# [Problem description]
For each line of the listing that holds "this", show the full line.

# [Stored data]
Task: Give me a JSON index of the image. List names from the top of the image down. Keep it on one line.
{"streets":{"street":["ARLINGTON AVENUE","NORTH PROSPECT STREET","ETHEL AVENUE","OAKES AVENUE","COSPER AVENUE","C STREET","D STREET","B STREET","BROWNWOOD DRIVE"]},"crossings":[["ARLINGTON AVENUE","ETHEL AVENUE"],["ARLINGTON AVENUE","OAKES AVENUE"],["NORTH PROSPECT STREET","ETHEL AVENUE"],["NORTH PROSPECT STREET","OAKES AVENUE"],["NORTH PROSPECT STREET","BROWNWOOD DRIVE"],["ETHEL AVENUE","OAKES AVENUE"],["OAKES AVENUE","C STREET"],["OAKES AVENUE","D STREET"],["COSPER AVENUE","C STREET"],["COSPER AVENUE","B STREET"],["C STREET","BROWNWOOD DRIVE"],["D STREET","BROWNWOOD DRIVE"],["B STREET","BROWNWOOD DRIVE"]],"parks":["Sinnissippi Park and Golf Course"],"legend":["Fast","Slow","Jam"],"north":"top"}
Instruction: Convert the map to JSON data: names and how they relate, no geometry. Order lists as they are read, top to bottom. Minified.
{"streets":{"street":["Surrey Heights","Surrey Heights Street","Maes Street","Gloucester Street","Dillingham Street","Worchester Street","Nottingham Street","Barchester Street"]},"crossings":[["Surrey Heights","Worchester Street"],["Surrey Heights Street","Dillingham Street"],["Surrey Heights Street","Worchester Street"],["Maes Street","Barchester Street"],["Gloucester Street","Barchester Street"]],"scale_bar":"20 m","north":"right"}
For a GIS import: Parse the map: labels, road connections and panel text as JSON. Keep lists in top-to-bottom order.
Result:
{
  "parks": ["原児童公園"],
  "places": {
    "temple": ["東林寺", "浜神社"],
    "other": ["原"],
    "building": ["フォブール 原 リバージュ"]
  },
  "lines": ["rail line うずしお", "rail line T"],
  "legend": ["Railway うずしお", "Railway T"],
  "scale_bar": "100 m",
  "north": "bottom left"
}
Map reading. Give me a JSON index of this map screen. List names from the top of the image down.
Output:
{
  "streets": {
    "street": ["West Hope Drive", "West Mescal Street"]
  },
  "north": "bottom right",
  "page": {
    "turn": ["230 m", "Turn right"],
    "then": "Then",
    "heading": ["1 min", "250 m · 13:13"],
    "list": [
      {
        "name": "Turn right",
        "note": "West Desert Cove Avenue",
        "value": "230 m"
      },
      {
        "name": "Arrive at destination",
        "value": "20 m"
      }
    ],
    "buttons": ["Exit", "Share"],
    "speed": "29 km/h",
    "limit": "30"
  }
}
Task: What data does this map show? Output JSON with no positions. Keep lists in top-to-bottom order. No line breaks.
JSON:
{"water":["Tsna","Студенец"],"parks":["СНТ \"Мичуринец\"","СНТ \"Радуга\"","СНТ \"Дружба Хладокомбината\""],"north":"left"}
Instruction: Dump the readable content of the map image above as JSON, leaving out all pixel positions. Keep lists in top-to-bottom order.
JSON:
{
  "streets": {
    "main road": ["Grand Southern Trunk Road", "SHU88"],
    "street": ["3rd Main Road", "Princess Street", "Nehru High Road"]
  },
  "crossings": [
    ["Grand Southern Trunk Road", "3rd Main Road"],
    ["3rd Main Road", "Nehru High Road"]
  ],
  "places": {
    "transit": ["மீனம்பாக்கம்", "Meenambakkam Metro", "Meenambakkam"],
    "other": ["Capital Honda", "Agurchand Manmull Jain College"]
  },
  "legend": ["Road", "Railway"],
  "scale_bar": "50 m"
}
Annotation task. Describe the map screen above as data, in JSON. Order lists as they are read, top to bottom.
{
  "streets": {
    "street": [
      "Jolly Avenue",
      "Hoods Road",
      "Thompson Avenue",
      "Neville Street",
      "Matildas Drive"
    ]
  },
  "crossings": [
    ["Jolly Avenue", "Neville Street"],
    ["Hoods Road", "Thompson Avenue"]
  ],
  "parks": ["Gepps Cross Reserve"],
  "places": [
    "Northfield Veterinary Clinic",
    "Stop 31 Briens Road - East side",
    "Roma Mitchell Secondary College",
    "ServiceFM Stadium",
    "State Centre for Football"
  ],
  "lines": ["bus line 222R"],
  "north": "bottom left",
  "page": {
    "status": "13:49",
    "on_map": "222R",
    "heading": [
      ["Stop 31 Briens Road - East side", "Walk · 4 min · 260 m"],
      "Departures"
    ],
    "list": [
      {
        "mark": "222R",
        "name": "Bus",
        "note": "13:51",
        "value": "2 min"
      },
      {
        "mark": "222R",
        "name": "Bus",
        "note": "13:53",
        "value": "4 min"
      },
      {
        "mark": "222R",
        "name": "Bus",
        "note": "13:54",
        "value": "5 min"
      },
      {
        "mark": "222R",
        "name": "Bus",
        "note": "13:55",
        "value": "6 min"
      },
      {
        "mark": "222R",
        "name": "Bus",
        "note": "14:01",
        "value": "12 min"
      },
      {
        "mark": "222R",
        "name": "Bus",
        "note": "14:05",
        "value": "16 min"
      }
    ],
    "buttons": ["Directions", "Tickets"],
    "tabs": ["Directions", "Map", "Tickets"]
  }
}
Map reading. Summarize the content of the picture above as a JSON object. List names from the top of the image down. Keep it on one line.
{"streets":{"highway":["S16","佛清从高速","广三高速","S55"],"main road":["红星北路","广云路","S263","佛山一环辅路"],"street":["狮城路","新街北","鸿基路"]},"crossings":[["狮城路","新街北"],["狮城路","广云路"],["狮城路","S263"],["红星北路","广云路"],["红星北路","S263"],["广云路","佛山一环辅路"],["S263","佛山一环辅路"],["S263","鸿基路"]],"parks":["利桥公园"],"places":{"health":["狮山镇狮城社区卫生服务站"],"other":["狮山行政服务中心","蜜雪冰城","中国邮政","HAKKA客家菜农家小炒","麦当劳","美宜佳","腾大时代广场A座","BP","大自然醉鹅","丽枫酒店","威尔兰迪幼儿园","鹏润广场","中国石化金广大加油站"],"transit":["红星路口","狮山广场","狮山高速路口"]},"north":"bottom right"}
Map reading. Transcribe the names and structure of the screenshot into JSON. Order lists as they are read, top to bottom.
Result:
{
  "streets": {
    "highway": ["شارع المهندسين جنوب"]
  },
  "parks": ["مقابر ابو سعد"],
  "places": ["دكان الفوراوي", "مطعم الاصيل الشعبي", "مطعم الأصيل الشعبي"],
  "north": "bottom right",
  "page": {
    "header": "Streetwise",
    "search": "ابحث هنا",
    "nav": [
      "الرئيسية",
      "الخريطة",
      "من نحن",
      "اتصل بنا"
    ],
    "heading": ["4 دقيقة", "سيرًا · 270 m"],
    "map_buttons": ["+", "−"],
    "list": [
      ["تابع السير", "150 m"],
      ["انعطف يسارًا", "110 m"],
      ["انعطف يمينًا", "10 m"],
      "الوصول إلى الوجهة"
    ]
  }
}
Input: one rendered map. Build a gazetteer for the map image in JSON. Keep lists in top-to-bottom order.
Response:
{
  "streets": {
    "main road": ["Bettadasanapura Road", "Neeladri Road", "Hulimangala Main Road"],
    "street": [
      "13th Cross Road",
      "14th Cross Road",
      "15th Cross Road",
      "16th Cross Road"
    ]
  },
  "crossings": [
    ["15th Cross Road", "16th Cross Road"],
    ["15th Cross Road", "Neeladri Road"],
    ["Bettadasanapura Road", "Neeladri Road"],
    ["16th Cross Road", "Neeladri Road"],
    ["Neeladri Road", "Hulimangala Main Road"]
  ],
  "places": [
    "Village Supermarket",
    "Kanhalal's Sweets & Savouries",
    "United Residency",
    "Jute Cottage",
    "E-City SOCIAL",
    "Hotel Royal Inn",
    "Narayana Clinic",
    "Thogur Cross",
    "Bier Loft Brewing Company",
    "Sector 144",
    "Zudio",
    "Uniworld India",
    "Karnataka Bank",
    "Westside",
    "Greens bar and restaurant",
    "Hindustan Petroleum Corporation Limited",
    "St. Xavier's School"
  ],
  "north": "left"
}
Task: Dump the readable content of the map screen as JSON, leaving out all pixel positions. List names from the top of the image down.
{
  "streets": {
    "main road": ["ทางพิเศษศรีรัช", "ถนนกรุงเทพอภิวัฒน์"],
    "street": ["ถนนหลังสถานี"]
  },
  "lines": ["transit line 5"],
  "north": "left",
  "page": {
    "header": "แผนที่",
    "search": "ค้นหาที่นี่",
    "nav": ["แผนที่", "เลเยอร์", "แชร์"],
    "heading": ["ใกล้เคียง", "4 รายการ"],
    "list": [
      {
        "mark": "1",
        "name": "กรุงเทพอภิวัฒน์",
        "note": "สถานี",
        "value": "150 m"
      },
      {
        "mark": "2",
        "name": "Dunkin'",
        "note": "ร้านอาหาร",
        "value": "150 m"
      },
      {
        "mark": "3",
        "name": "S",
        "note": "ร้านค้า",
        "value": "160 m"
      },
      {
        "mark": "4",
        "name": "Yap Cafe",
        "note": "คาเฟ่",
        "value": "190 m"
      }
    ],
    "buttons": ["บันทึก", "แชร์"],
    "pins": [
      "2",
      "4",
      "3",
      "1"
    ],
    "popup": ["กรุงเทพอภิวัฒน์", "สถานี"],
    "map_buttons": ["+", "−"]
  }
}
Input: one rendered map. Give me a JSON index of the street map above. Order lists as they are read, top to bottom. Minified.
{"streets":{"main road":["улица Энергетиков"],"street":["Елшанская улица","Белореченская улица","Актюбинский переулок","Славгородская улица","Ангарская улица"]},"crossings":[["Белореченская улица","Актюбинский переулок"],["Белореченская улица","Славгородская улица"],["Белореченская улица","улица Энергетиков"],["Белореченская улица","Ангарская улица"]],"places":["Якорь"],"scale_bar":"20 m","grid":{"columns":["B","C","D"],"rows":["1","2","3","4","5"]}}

# [Result below]
Map reading. Give me a JSON index of this map screen. List names from the top of the image down.
Task: What data does this map show? Output JSON with no positions. Keep lists in top-to-bottom order. No line breaks.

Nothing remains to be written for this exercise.